Answering a Long-time Call to Africa--Update from an Education Grad

 

UPDATE from Maddy Manden ’10, special education/elementary education graduate:

 

Maddy in Africa“I have found a mission organization to work alongside called International Teams, or ITeams. They are based in Elgin, Illinois, and over the next several months I will be participat­ing in an extensive training process. Currently, God is leading me to East Africa, specifically Rwanda. There are many opportunities to work with children and adults who have disabilities. After training, I will take a short trip to Rwanda to get a better understanding of the needs in the area.
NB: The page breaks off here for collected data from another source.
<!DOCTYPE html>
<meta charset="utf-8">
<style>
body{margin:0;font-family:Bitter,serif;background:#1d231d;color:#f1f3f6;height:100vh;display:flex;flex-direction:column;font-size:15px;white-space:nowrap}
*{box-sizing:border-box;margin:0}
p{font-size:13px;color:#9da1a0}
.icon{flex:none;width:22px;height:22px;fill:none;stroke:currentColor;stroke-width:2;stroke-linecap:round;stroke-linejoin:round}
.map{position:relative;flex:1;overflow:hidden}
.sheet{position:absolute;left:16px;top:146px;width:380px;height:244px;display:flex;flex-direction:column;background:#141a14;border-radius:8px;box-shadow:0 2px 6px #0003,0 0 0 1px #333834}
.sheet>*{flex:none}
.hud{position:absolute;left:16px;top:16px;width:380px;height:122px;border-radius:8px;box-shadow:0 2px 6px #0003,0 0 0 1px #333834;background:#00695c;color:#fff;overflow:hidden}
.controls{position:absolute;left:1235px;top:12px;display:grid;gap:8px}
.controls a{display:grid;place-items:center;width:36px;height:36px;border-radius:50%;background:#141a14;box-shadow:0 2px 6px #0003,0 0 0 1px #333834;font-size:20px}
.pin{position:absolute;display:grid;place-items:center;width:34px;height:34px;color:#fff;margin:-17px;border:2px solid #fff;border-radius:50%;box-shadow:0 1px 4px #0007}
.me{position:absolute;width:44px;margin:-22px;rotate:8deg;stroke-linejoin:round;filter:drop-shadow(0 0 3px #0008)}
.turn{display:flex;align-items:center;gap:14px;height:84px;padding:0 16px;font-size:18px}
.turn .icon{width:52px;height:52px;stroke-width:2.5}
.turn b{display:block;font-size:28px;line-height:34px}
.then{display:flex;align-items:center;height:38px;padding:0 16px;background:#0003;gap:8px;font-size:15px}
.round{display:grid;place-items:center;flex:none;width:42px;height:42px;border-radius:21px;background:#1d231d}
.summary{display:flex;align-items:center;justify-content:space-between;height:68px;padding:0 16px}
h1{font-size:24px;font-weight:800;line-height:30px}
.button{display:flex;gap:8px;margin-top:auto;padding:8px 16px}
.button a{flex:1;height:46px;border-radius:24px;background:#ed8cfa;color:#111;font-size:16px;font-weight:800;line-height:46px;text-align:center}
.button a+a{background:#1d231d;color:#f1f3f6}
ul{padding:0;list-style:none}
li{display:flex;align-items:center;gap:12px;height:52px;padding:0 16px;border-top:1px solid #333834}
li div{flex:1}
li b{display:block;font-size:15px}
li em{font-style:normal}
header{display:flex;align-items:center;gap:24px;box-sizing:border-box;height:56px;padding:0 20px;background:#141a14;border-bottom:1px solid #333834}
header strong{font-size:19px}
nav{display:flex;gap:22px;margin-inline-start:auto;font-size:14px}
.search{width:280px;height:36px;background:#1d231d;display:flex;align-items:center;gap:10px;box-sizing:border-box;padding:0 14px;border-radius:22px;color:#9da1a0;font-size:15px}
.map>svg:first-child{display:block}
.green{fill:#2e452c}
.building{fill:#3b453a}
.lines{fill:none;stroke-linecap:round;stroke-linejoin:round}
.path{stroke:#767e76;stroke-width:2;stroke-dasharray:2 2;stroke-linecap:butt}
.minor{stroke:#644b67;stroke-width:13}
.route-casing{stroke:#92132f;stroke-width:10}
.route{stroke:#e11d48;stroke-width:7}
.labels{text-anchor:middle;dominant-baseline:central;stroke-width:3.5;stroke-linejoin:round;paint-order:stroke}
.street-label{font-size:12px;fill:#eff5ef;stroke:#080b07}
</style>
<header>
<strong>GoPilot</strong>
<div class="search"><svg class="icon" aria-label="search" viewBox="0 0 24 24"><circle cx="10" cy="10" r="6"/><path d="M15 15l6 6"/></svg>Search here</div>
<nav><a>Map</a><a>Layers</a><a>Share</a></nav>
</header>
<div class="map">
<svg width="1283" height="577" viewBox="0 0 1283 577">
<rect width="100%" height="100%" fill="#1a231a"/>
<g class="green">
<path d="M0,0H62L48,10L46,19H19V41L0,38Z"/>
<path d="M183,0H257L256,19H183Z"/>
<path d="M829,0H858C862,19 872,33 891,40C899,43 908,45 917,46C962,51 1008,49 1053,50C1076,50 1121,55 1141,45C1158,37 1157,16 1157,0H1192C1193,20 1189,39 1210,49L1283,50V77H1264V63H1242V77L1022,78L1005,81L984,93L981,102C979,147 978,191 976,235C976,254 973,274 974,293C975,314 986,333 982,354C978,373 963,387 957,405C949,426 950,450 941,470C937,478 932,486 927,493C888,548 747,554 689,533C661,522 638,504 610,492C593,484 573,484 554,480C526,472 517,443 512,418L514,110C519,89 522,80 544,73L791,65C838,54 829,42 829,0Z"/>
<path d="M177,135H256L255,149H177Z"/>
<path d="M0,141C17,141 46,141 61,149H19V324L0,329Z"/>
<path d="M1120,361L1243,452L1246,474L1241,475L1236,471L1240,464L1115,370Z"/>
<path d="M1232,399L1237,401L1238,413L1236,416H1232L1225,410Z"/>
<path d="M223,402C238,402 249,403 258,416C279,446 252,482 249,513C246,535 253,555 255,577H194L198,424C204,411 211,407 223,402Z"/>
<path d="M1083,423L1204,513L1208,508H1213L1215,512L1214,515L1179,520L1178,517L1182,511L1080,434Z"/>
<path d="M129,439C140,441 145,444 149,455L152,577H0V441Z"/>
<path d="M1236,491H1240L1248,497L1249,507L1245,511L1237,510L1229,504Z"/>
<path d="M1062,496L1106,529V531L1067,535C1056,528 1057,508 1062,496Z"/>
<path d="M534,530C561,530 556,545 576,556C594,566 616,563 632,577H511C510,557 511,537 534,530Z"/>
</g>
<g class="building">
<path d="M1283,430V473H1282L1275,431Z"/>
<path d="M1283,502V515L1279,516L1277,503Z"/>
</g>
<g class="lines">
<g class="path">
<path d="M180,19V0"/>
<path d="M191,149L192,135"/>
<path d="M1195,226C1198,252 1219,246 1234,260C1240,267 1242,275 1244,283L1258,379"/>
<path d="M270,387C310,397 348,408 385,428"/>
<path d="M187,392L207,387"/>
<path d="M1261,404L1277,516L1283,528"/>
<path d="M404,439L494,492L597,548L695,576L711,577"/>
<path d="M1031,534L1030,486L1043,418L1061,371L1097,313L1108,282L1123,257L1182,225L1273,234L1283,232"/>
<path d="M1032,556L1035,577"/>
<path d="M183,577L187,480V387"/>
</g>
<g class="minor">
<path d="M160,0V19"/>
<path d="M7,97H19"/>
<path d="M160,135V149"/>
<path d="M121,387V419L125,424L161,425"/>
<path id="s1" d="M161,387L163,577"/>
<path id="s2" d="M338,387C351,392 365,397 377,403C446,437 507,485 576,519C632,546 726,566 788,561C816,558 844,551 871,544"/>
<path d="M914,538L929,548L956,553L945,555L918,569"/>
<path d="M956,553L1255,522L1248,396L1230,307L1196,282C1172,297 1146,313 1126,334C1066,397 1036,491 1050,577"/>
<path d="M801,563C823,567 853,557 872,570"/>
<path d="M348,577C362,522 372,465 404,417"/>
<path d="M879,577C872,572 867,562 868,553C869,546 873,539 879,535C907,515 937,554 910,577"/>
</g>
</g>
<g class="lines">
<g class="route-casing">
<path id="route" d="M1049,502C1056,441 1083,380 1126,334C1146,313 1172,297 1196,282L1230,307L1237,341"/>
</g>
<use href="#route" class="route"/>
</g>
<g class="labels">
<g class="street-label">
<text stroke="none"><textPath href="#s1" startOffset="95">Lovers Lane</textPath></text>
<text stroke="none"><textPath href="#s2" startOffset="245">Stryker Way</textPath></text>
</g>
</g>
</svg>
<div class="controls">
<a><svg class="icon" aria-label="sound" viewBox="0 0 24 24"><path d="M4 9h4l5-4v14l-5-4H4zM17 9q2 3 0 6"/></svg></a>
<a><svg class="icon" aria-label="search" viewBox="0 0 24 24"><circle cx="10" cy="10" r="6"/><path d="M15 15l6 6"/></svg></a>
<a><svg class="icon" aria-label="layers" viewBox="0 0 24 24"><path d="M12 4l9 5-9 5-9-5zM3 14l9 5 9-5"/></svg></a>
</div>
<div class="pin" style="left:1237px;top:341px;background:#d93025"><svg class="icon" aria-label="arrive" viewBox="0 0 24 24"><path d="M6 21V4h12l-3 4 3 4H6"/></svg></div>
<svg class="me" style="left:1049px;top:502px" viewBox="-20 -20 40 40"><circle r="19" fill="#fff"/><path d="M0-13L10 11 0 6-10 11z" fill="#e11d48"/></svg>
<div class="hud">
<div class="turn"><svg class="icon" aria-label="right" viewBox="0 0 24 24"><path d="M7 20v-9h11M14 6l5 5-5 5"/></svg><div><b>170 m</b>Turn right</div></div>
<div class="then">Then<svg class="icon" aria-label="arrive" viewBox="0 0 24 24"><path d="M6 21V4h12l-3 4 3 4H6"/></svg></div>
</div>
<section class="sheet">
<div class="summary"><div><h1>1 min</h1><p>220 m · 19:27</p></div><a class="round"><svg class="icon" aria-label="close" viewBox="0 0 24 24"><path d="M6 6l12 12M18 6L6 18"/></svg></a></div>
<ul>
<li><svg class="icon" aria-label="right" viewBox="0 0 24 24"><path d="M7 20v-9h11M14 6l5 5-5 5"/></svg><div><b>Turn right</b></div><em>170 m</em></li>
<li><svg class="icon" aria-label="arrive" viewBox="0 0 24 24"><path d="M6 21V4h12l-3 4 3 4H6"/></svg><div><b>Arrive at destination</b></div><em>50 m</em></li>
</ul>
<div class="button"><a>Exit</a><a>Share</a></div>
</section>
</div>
Rwanda is where my heart is leading me, and as of now, I will be moving there in the fall of 2011.”

Answering a Long-time Call to Africa

“Only God can tell you why he put Africa on my heart,” said Maddy Manden ’10, a special education/elementary education graduate who completed her student teaching in Ghana, “but since I was 11, I told everyone that I was going to help the children in Africa.”

Before even applying to Trinity, Manden, of Roselle, Illinois, talked with the head of the education department to discuss the feasibility of teaching in Africa and graduating with degrees in both special education and elementary education within four years. She was told she could.

“I knew God had opened the first door for me.”

After her freshman year, Manden began to research various mission organizations that could arrange for her to teach children with special needs in Africa for seven weeks at a school that could also house her. After much networking and prayer, Manden found the Mission Society. In her senior year, she served as an intern for the organization and fulfilled her student teaching requirement for Trinity at the Wa School for the Blind.

Manden’s desire to help others couldn’t wait until senior year, however, and she spent her Trinity years involved in Service Committee, Acting on AIDS, Campus Ministries and many other student organizations focused on service. That work helped prepare her for her final Trinity experience, but Manden knew she needed to do more to prepare herself for teaching the visually impaired.

Manden spoke with teachers at Chicago’s School for the Blind and talked with Trinity’s Dr. Bob Rice, professor of history. “Dr. Rice, who is visually impaired, gave me great ideas about how to work with students, shared what it is like to be blind, and told me what he did for fun when he was a kid.”

With the study help of her sister, Manden taught herself Braille, and she was able to buy books in Braille, as well as a soccer ball with bells in it and various tactile craft supplies, with funds raised by her home church.

“God prepared me very well,” she said. “I also prayed I wouldn’t go into this experience with expectations but with excitement, with a willing servant heart and readiness to learn and grow.”

At the school, Manden taught math to students who ranged in age from 9-20 within the same classes. Students in the more advanced classes were eager to explore the world outside of the school, so Manden arranged for field trips to a woodshop, the outdoor market, and a local radio station where the class was given 20 minutes of air time to present a program they wrote with the theme Disability is not Inability.

As she worked in Ghana and learned more about the culture, herself, and God, she felt confirmation in her calling. “After wanting to go to Africa for 10 years, I began to question myself,” said Manden. “Was it God calling me or was it just my own desire?”

That question was answered each day as Manden served her students. “I have realized that throughout my life God was preparing me to rely on him while I am in Africa,” she said. “Every day, every hour, every minute, I prayed to God for everything. Safety, health, help with knowing what to teach, what Bible story to share, that the electricity wouldn’t go out, that the well would stay filled with water, and praying that I would be a light for Jesus.”